KEP-2170: Add PyTorch DDP MNIST training example #2387

astefanutti · 2025-01-14T13:35:04Z

What this PR does / why we need it:

This PR adds an example that demonstrates how to train MNIST with PyTorch DDP using the training operator and SDK v2.

Checklist:

Docs included if any changes are user facing

google-oss-prow · 2025-01-14T13:35:23Z

[APPROVALNOTIFIER] This PR is NOT APPROVED

This pull-request has been approved by:
Once this PR has been reviewed and has the lgtm label, please assign tenzen-y for approval. For more information see the Kubernetes Code Review Process.

The full list of commands accepted by this bot can be found here.

Needs approval from an approver in each of these files:

OWNERS

Approvers can indicate their approval by writing /approve in a comment
Approvers can cancel approval by writing /approve cancel in a comment

coveralls · 2025-01-14T13:40:27Z

Pull Request Test Coverage Report for Build 12904336983

Details

0 of 0 changed or added relevant lines in 0 files are covered.
No unchanged relevant lines lost coverage.
Overall coverage remained the same at 100.0%

Totals
Change from base Build 12862208924:	0.0%
Covered Lines:	85
Relevant Lines:	85

💛 - Coveralls

andreyvelich

Thank you for creating this example @astefanutti. We will use it as getting started example!
However, we discussed before that we want to keep all of our examples as Jupyter Notebooks: #2213.
At least initially, before we see a need to have other examples.

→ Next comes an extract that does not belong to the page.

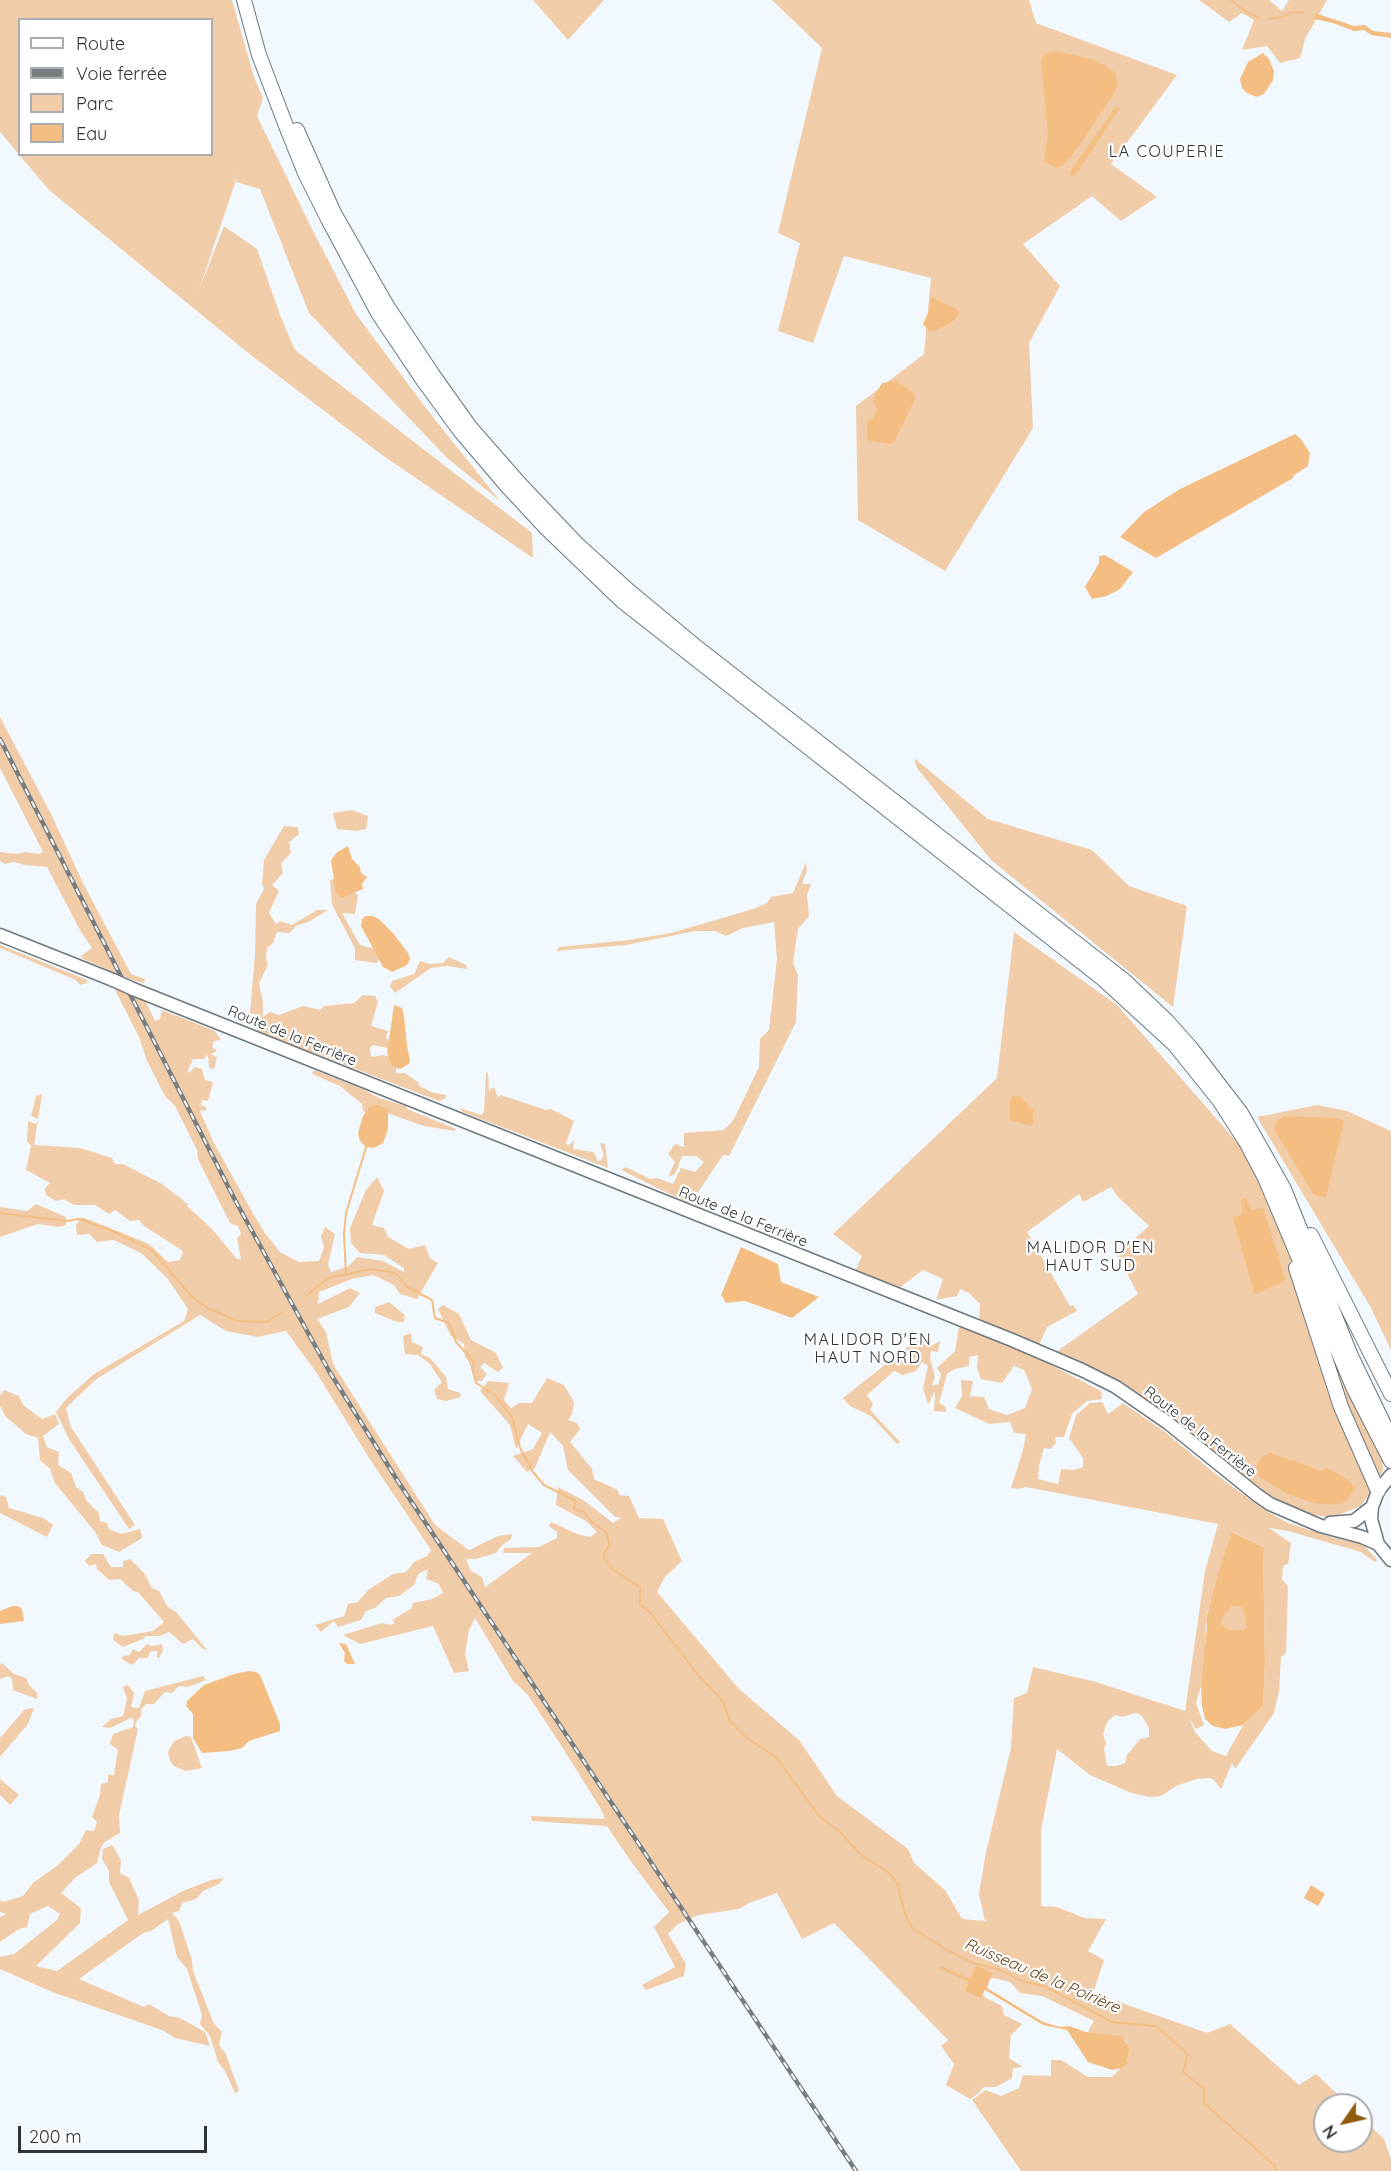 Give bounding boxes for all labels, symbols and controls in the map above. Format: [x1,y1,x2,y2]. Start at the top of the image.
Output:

So Data Scientists and ML Engineers can quickly take them and execute locally or inside the Kubeflow Notebooks.

Additionally, we are planning to build the testing infra using Papermill to make sure these Notebooks are runnable.

cc @kubeflow/wg-training-leads @Electronic-Waste @akshaychitneni @shravan-achar

andreyvelich · 2025-01-14T14:06:26Z

Also, we should keep this example super easy with training function as small as possible, similar to this getting started example: https://www.kubeflow.org/docs/components/training/getting-started/#getting-started-with-pytorchjob
So it will be easier to understand.

astefanutti · 2025-01-14T14:14:12Z

However, we discussed before that we want to keep all of our examples as Jupyter Notebooks: #2213.
At least initially, before we see a need to have other examples.

@andreyvelich awesome, sorry if I missed that.

Do I understand it correctly you initially want the examples to be created under /test/e2e/notebooks?

astefanutti · 2025-01-14T14:19:59Z

Also, we should keep this example super easy with training function as small as possible, similar to this getting started example: https://www.kubeflow.org/docs/components/training/getting-started/#getting-started-with-pytorchjob
So it will be easier to understand.

I can see it's nice to have an example as small as possible. I can certainly remove the "evaluation" part to make it shorter.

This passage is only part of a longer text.